Campbell Richard A, Manyak Steven J, Yang Honghao H, Sjak-Shie Nelida N, Chen Haiming, Gui Dorina, Popoviciu Laura, Wang Cathy, Gordon Melinda, Pang Shen, Bonavida Benjamin, Said Jonathan, Berenson James R
Institute for Myeloma & Bone Cancer Research, West Hollywood, CA 90069, USA.
Int J Oncol. 2006 Jun;28(6):1409-17.
We set out to generate new human myeloma tumors that grow in immunodeficient mice and can be used for pathophysiological studies and rapid evaluation of new therapies. Fresh whole core bone marrow (BM) biopsies taken from 33 myeloma patients were engrafted into the hind limb muscle of severe combined immunodeficient (SCID) mice. Human Ig was detected in 28/33 mice and three grew palpable tumors displaying many features of human myeloma including morphology, immunophenotype and BM plasmacytosis. Following intramuscular passage, we generated large numbers of mice with predictable increases in tumor growth and human paraprotein levels. We further characterized the model generated from an IgGlambda-producing tumor known as LAGlambda-1 and determined the effects of the proteasome inhibitor bortezomib, the alkylating agent melphalan, and the DNA damaging agent liposomal doxorubicin, on the growth of this tumor. LAGlambda-1-bearing mice receiving higher doses of bortezomib showed reduced tumor growth whereas a lower dose had no effect. In contrast, melphalan did not significantly alter tumor growth, except minimally at high doses, reflecting the resistance of this patient's tumor to this drug. We also used our intramuscular (i.m.) LAGlambda-1 model to optimize the dosing schedule of liposomal doxorubicin. Low doses administered once daily three days per week decreased tumor growth and human paraprotein levels whereas much higher doses given once weekly had no anti-myeloma effects. Furthermore, LAGlambda-1 cells produce local tumors when injected subcutaneously and lytic lesions when injected intravenously allowing for multiple methods of evaluating the anti-myeloma effects of a variety of agents. Our new clinically relevant SCID models of human myeloma should greatly facilitate drug development and enable novel therapies to quickly move from the laboratory to the clinic.

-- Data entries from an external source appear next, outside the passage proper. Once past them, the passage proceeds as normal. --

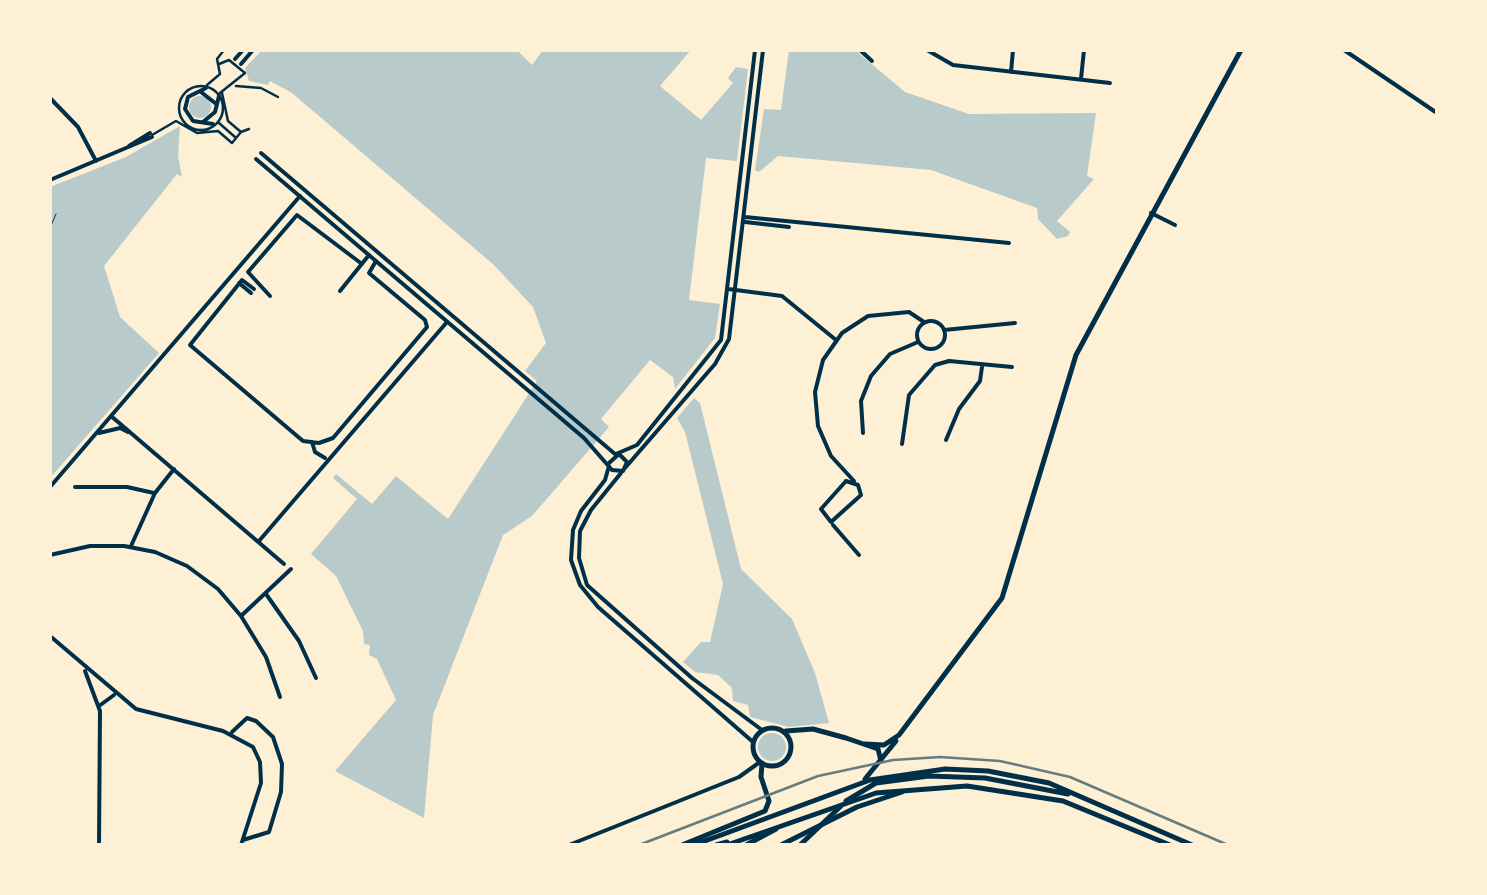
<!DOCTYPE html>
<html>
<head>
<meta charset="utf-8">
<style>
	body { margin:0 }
	#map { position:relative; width:1487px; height:895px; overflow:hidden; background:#fdf0d5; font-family:Poppins,sans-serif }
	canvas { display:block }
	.frame { position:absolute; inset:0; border:52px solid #fdf0d5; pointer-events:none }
</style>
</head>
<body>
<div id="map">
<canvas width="1487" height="895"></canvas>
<div class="frame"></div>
</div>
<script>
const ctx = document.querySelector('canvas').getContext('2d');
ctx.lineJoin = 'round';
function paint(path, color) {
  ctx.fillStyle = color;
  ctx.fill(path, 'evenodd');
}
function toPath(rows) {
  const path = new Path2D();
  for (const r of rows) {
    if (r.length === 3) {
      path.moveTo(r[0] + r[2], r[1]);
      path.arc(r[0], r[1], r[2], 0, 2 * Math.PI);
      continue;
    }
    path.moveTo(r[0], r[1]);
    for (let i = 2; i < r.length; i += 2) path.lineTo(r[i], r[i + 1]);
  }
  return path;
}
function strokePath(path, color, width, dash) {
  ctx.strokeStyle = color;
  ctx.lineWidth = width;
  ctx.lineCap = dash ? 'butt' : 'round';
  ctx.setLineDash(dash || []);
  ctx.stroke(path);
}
paint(toPath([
	[262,50,517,50,532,65,543,50,691,50,660,86,701,120,733,83,728,78,736,67,748,69,737,161,706,158,689,300,720,304,715,338,675,389,673,377,650,360,601,419,609,427,532,516,503,535,433,715,424,818,335,771,396,700,377,659,369,655,370,645,364,644,363,631,336,576,311,554,357,499,333,478,336,474,372,504,396,476,448,519,537,381,525,371,546,343,533,307,494,265,292,93,270,81,268,85,249,81,245,68],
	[789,50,855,50,905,92,969,114,1096,113,1087,176,1094,179,1057,221,1070,232,1068,236,1057,239,1038,219,1037,208,931,170,778,156,759,172,755,170,764,109,781,110],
	[200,107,11],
	[180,126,178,156,182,177,177,174,104,266,120,317,159,353,50,478,50,187,126,157],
	[694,398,700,403,741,569,792,619,815,673,829,723,789,727,750,717,748,705,733,701,732,688,718,675,695,672,683,662,701,642,710,642,723,584,685,432,677,418],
	[772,747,14]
]), '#b9caca');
strokePath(toPath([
	[50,228,56,214]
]), '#003049', 1);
strokePath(toPath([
	[219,64,229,60,245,73,220,93],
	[207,85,220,74,217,59,224,50],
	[236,86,261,88,278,97],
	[201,108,22],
	[222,93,228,121,241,132,249,129],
	[219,123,235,137],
	[152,135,176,121,197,133,218,131,232,143,241,132]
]), '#003049', 2.5);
strokePath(toPath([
	[860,50,872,61],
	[927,50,953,65,1110,83],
	[1344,50,1437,113],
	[1011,72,1013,50],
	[1081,79,1084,50],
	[50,98,78,127,96,161],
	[129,146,150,133],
	[50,180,152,137],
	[1151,213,1175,225],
	[745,217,1009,243],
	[745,222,789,227],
	[239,283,251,293],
	[254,289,242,280,190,345,303,441,319,443,333,438,427,327,425,320,369,273,376,261],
	[728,289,782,296,836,340],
	[340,291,369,255],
	[270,296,248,272,297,215,362,264],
	[931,335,14],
	[944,330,1015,323],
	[111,416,284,564],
	[99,433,120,428,128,432],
	[863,433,861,401,871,376,890,354,918,342],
	[946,440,959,409,980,381,982,367],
	[312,442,315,452,325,458],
	[902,444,909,395,935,365,949,361,1012,367],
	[616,454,637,445,721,340,755,50],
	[625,468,715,364,729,339,763,50],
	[846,481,858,485,861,495,831,522,821,509,846,481],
	[854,481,831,456,818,426,815,392,823,360,842,333,868,316,909,312,924,322],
	[50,487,300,196],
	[75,487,127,487,154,493],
	[833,525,859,555],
	[259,541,447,322],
	[131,546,155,493,174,469],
	[50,555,90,546,124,546,155,552,187,566,218,589,241,616,266,657,280,697],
	[266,594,299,641,316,678],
	[241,616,291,569],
	[50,636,136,709,223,731,253,747,260,762,261,783,241,845],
	[85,671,100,711,99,845],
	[99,706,114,695],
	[232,732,247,718,256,721,273,737,282,764,281,792,269,832,243,840],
	[569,845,739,777,760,762]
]), '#003049', 4);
strokePath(toPath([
	[235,59,243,50],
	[241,64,253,50],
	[206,88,188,97,185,109,193,121,213,124],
	[201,92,215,103],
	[203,122,215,112,219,96],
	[261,153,615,454],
	[256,159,584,438,612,470,623,471,627,462,619,454,609,463],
	[609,466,605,480,581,511,573,530,571,560,580,585,598,607,753,742],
	[621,473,591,510,580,531,579,558,587,585,692,678,762,730]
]), '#003049', 4);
strokePath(toPath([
	[772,747,19],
	[786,731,813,729,846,738,878,749,881,761],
	[865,744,884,745,899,735,1002,598,1076,355,1241,50],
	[865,779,896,741],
	[846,801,876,783,929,776,985,778,1068,794],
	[682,845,765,811,769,801,761,777,762,763],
	[694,845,870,780,945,769,988,771,1049,783,1192,845],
	[800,845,841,806]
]), '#003049', 5);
strokePath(toPath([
	[716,845,727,842],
	[727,845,876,793,967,786,1063,801,1170,845],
	[746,845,776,829],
	[781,845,857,807,902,792]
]), '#003049', 5);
strokePath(toPath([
	[639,845,818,776,893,760,940,757,1000,761,1070,777,1228,845]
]), '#657d81', 2.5);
</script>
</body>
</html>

我们着手培育能在免疫缺陷小鼠体内生长的新型人类骨髓瘤肿瘤,用于病理生理学研究及新疗法的快速评估。从33例骨髓瘤患者身上获取的新鲜全骨髓活检样本被植入严重联合免疫缺陷(SCID)小鼠的后肢肌肉中。在33只小鼠中有28只检测到人类免疫球蛋白,其中3只长出可触及的肿瘤,这些肿瘤表现出人类骨髓瘤的许多特征,包括形态学、免疫表型和骨髓浆细胞增多。经肌肉传代后,我们培育出大量小鼠,其肿瘤生长和人类副蛋白水平呈可预测的增加。我们进一步对由一种名为LAGlambda-1的产生IgGλ的肿瘤所构建的模型进行了表征,并确定了蛋白酶体抑制剂硼替佐米、烷化剂美法仑和DNA损伤剂脂质体阿霉素对该肿瘤生长的影响。接受高剂量硼替佐米的携带LAGlambda-1的小鼠肿瘤生长减缓,而低剂量则无效果。相比之下,美法仑除了在高剂量时有轻微影响外,并未显著改变肿瘤生长,这反映出该患者的肿瘤对这种药物具有抗性。我们还利用肌肉注射(i.m.)的LAGlambda-1模型优化脂质体阿霉素的给药方案。每周三天每天一次给予低剂量可降低肿瘤生长和人类副蛋白水平,而每周一次给予高得多的剂量则无抗骨髓瘤作用。此外,LAGlambda-1细胞皮下注射时会产生局部肿瘤,静脉注射时会产生溶解性病变,这使得能够通过多种方法评估各种药物的抗骨髓瘤效果。我们新建立的与临床相关的人类骨髓瘤SCID模型应能极大地促进药物开发,并使新疗法能够迅速从实验室进入临床。